### AIM OF THE TASK
Search the records for lines that contain the word "street". Copy them all.

### SUPPLIED RECORDS
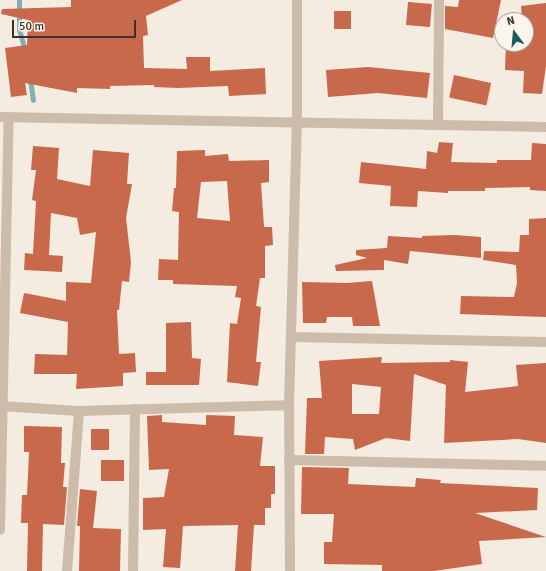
<!DOCTYPE html>
<html>
<head>
<meta charset="utf-8">
<style>
  body { margin:0 }
  #map { position:relative; width:546px; height:571px; overflow:hidden; background:#f4ebe1; font-family:Signika,sans-serif }
  div>[style] { position:absolute }
  .stream>* { height:5px; margin:-2.5px; padding:0 2.5px; transform-origin:2.5px; border-radius:2.5px; background:#7fb0b2 }
  .building>* { inset:0; background:#c8694b; transform-origin:0 0 }
  .street>* { height:10px; margin:-5px; padding:0 5px; transform-origin:5px; border-radius:5px; background:#cdbbac }
  span { translate:-50% -50%; white-space:nowrap; text-align:center; line-height:1.15; -webkit-text-stroke:3px #fbf5ee; paint-order:stroke }
  .north { position:absolute; left:494px; top:12px; width:40px; height:40px; box-sizing:border-box; background:#fbf5ee; border:1px solid #aea6a0; border-radius:50%; rotate:344deg; font-size:11px; font-weight:700; line-height:16px; text-align:center; color:#3b302b }
  .north::after { content:''; display:block; margin:auto; width:14px; height:18px; background:#1f5a5e; clip-path:polygon(50% 0,100% 100%,50% 72%,0 100%) }
  .scale { position:absolute; left:12px; top:20px; width:124px; height:18px; box-sizing:border-box; border:2px solid #3b302b; border-top:0; padding-left:5px; font-size:12px; line-height:14px; white-space:nowrap; color:#3b302b; -webkit-text-stroke:3px #fbf5ee; paint-order:stroke }
</style>
</head>
<body>
<div id="map">
  <div class="stream">
    <i style="left:19px;top:0;width:29px;rotate:90deg"></i>
    <i style="left:19px;top:29px;width:23px;rotate:75deg"></i>
    <i style="left:30px;top:79px;width:21px;rotate:82deg"></i>
  </div>
  <div class="building">
    <i style="clip-path:polygon(71px 0,182px 0,146px 16px,148px 35px,143px 36px,144px 68px,187px 69px,186px 57px,210px 57px,210px 71px,265px 68px,266px 94px,229px 96px,228px 86px,178px 88px,154px 87px,154px 85px,110px 86px,110px 89px,77px 88px,77px 93px,25px 83px,27px 95px,11px 97px,5px 48px,27px 45px,28px 20px,1px 14px,2px 9px,71px 7px)"></i>
    <i style="clip-path:polygon(459px 0,501px 0,493px 38px,445px 29px,445px 6px,458px 7px)"></i>
    <i style="left:408px;top:2px;width:24px;height:23px;rotate:5deg"></i>
    <i style="clip-path:polygon(546px 3px,546px 66px,542px 94px,523px 93px,524px 71px,505px 70px,506px 44px,526px 44px,526px 20px,522px 20px,521px 6px)"></i>
    <i style="left:334px;top:11px;width:17px;height:18px"></i>
    <i style="clip-path:polygon(368px 67px,430px 73px,427px 98px,378px 93px,328px 97px,326px 70px)"></i>
    <i style="left:454px;top:75px;width:38px;height:23px;rotate:12deg"></i>
    <i style="clip-path:polygon(439px 142px,453px 143px,451px 162px,497px 163px,497px 160px,531px 160px,532px 143px,546px 144px,546px 191px,530px 190px,530px 187px,485px 188px,485px 191px,448px 191px,448px 193px,418px 191px,417px 207px,390px 206px,391px 186px,359px 183px,361px 162px,426px 169px,427px 151px,437px 153px)"></i>
    <i style="clip-path:polygon(33px 146px,59px 148px,57px 179px,90px 186px,93px 150px,129px 153px,127px 184px,132px 184px,126px 218px,131px 262px,129px 282px,122px 281px,119px 310px,117px 310px,119px 354px,135px 353px,136px 372px,123px 373px,123px 386px,76px 389px,77px 374px,34px 374px,35px 354px,67px 355px,68px 322px,20px 313px,24px 293px,66px 301px,66px 282px,91px 283px,96px 232px,80px 235px,77px 218px,51px 213px,49px 255px,63px 256px,62px 272px,24px 270px,25px 253px,33px 254px,36px 201px,32px 200px,36px 170px,31px 170px)"></i>
    <i style="clip-path:polygon(evenodd,205px 150px,205px 156px,228px 154px,229px 161px,269px 160px,269px 182px,261px 183px,264px 227px,272px 227px,273px 245px,265px 246px,265px 278px,260px 278px,256px 306px,261px 307px,256px 362px,261px 362px,258px 386px,227px 382px,230px 323px,237px 324px,241px 298px,235px 297px,237px 286px,173px 284px,173px 280px,158px 280px,159px 259px,178px 260px,179px 212px,172px 211px,174px 188px,176px 188px,177px 151px,205px 150px,227px 181px,230px 221px,197px 218px,201px 182px,227px 181px)"></i>
    <i style="clip-path:polygon(546px 218px,546px 317px,460px 314px,461px 296px,514px 297px,517px 283px,516px 265px,483px 260px,484px 251px,519px 252px,520px 235px,529px 235px,529px 219px)"></i>
    <i style="clip-path:polygon(455px 235px,481px 237px,481px 258px,410px 251px,408px 264px,384px 260px,384px 270px,336px 271px,335px 265px,367px 258px,356px 255px,356px 250px,387px 248px,388px 236px,422px 238px,422px 236px)"></i>
    <i style="clip-path:polygon(372px 281px,380px 326px,353px 326px,352px 317px,327px 317px,326px 323px,303px 323px,302px 282px,347px 283px)"></i>
    <i style="clip-path:polygon(191px 322px,192px 358px,201px 359px,199px 385px,146px 385px,146px 372px,166px 372px,166px 323px)"></i>
    <i style="clip-path:polygon(evenodd,382px 357px,381px 363px,450px 362px,450px 360px,468px 362px,465px 392px,518px 386px,516px 365px,546px 363px,546px 443px,518px 439px,444px 443px,446px 385px,414px 374px,410px 441px,386px 438px,355px 450px,353px 439px,325px 437px,324px 454px,305px 454px,307px 398px,322px 398px,319px 361px,382px 357px,352px 384px,381px 387px,379px 414px,352px 414px,352px 384px)"></i>
    <i style="clip-path:polygon(162px 415px,162px 422px,206px 425px,206px 415px,235px 416px,234px 435px,263px 437px,260px 466px,275px 466px,275px 494px,271px 494px,271px 508px,265px 508px,265px 525px,254px 525px,251px 571px,235px 571px,238px 525px,183px 526px,180px 568px,163px 567px,166px 529px,143px 530px,143px 498px,164px 497px,169px 469px,149px 470px,147px 416px)"></i>
    <i style="clip-path:polygon(24px 426px,62px 427px,61px 463px,65px 463px,63px 487px,67px 487px,64px 525px,43px 524px,42px 571px,27px 571px,28px 523px,21px 523px,22px 495px,27px 495px,29px 452px,24px 452px)"></i>
    <i style="left:109px;top:429px;width:21px;height:18px;rotate:90deg"></i>
    <i style="left:101px;top:460px;width:23px;height:21px"></i>
    <i style="clip-path:polygon(302px 467px,349px 468px,348px 484px,415px 487px,416px 478px,441px 480px,440px 483px,538px 488px,537px 510px,475px 513px,546px 537px,479px 541px,482px 564px,434px 571px,382px 571px,382px 565px,324px 564px,324px 542px,332px 542px,334px 514px,301px 514px)"></i>
    <i style="clip-path:polygon(80px 489px,97px 491px,93px 528px,121px 529px,120px 571px,79px 571px,80px 526px,77px 526px)"></i>
  </div>
  <div class="street">
    <i style="left:0;top:117px;width:546px;rotate:1.05deg"></i>
    <i style="left:438px;top:125px;width:125px;rotate:-89.5deg"></i>
    <i style="left:291px;top:337px;width:255px;rotate:1.1deg"></i>
    <i style="left:0;top:406px;width:79px;rotate:3.6deg"></i>
    <i style="left:79px;top:411px;width:210px;rotate:-1.6deg"></i>
    <i style="left:289px;top:460px;width:257px;rotate:1.3deg"></i>
    <i style="left:0;top:530px;width:413px;rotate:-88.8deg"></i>
    <i style="left:67px;top:571px;width:160px;rotate:-85.7deg"></i>
    <i style="left:133px;top:571px;width:162px;rotate:-89.3deg"></i>
    <i style="left:290px;top:571px;width:166px;rotate:-90.3deg"></i>
    <i style="left:289px;top:405px;width:285px;rotate:-88.4deg"></i>
    <i style="left:297px;top:120px;width:120px;rotate:-90deg"></i>
  </div>
  <div class="north">N</div>
  <div class="scale">50 m</div>
</div>
</body>
</html>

### PROBLEM SOLUTION
  .street>* { height:10px; margin:-5px; padding:0 5px; transform-origin:5px; border-radius:5px; background:#cdbbac }
  <div class="street">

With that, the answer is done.